La voz del Patriarca de la Familia Qiu Shan se volvió gradualmente firme y fría: "Soy tu padre. Todo el continente sabe muy bien que todo lo que hago es por ti. ¿Acaso no lo entiendes? Por más genio que seas, con menos de veinte años ya has logrado reunir estrellas, pero el asunto de hoy tiene implicaciones profundas. ¡¿Cómo podrías resolverlo tú solo?!"

Qiu Shan Jun lo miró fijamente y de repente dijo: "Padre, ¿qué es exactamente lo que quieres hacer por mí?"

El Patriarca de la Familia Qiu Shan dijo: "Queremos eliminar por completo a Su Li y su sombra de la Montaña Li".

Qiu Shan Jun preguntó: "¿Por qué tienen que hacer esto?"

El Patriarca de la Familia Qiu Shan dijo sin expresión: "Solo así podemos asegurarnos de que la Montaña Li esté limpia cuando llegue a tus manos".

Qiu Shan Jun guardó silencio por un momento y luego dijo: "Padre, sabes que no soy ese tipo de persona".

El Patriarca de la Familia Qiu Shan dijo: "Sí, si no quisieras, ni la Montaña Li ni el mundo entero te importarían.

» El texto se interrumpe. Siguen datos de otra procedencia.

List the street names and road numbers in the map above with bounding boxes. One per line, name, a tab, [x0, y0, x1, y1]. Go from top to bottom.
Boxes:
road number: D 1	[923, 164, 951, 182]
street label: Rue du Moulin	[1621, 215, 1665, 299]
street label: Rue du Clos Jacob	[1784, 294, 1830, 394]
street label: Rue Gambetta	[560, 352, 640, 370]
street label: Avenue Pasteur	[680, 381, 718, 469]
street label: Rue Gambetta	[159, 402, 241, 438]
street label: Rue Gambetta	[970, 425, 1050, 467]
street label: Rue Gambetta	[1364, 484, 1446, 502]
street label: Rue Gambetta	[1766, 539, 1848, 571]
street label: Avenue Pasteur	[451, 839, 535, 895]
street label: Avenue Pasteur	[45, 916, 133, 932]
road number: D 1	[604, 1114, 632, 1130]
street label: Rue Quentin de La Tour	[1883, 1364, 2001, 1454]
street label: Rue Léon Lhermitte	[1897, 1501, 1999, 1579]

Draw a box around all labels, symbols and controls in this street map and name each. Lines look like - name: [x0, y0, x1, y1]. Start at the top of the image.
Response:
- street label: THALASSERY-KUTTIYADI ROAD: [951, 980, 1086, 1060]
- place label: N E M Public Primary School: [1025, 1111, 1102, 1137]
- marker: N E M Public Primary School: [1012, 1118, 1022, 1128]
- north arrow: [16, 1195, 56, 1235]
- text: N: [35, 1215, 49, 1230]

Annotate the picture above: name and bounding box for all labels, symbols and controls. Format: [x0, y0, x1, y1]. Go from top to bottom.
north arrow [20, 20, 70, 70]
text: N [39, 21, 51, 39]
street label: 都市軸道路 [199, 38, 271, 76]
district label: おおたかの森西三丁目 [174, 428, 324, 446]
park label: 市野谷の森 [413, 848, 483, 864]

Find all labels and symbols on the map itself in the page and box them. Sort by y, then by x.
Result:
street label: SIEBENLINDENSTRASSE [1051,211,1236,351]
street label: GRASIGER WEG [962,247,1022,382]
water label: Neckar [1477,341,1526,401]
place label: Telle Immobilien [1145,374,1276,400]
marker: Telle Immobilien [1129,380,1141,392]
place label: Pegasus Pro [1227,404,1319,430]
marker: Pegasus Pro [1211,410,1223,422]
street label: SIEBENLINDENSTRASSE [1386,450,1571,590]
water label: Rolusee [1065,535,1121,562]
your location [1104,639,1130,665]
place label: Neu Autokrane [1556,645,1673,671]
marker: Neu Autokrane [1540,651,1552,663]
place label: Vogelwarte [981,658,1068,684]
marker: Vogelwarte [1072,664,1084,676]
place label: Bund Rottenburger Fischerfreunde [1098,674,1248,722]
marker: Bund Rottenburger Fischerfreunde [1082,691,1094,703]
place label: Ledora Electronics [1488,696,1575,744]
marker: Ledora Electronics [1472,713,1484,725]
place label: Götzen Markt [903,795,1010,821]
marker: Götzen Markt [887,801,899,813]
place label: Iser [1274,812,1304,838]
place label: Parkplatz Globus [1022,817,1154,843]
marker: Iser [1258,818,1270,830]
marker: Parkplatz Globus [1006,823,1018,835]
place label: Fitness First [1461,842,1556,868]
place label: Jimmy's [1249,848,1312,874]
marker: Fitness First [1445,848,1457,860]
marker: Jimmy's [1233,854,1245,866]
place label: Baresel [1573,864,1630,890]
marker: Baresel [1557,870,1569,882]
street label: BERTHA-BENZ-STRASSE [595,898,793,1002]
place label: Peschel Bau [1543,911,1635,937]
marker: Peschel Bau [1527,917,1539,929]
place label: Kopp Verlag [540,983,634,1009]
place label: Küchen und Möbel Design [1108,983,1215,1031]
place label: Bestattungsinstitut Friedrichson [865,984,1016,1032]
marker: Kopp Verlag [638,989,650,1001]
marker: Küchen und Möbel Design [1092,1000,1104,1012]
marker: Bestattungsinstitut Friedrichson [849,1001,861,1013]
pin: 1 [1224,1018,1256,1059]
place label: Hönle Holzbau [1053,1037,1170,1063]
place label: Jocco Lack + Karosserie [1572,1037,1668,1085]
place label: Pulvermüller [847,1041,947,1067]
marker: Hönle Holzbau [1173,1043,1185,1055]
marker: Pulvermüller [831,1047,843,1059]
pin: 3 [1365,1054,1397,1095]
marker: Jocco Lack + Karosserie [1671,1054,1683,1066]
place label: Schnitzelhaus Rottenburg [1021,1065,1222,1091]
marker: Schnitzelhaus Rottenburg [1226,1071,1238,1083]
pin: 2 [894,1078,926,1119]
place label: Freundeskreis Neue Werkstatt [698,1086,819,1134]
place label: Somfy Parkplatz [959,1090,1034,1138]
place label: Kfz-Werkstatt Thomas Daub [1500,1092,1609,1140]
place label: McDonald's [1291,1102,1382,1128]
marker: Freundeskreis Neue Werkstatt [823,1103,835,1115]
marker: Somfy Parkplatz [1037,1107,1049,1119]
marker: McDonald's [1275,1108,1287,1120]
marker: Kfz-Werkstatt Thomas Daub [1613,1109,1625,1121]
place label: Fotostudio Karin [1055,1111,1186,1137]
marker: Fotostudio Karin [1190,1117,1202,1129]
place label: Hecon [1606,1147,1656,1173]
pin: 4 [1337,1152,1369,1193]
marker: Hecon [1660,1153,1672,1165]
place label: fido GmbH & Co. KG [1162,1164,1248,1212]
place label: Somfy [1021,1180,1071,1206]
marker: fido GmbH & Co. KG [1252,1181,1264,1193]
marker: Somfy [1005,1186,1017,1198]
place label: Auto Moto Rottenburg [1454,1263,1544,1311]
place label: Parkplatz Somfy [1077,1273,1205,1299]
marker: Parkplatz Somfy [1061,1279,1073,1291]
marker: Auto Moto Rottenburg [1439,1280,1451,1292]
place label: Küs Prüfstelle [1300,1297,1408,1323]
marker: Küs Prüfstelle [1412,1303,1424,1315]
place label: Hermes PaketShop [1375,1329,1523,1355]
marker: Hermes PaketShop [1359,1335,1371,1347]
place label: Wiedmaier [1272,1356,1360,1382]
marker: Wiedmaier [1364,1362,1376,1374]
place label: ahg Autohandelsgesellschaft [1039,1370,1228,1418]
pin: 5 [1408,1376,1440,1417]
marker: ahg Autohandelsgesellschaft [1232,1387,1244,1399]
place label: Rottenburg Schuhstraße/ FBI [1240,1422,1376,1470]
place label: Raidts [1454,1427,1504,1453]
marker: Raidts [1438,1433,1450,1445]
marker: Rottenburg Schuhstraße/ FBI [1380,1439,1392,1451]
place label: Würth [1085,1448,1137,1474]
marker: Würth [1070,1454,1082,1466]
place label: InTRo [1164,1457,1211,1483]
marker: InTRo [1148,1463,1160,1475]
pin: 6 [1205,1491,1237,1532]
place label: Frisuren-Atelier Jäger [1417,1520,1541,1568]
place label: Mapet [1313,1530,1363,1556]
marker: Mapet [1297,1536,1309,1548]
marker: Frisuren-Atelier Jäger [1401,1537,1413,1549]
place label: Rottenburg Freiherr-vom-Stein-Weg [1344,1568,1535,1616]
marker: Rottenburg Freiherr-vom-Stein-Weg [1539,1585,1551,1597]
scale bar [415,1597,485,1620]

Pero debes entender una cosa: Su Li... sin duda morirá en la Ciudad de Xunyang. Si quieres que la Montaña Li siga siendo tan poderosa como antes, debes mostrar verdadera comprensión y enfrentar esta realidad".

Qiu Shan Jun dijo con calma: "Entonces, ¿debería entregar a mi pequeño hermano, pedirle al líder de la secta que abdique, y yo mismo tomar el puesto, para así evitar la guerra interna en la Montaña Li, preservar su fuerza y planear un futuro eterno?"

El Patriarca de la Familia Qiu Shan dijo con voz grave: "¿Acaso eso no es correcto?"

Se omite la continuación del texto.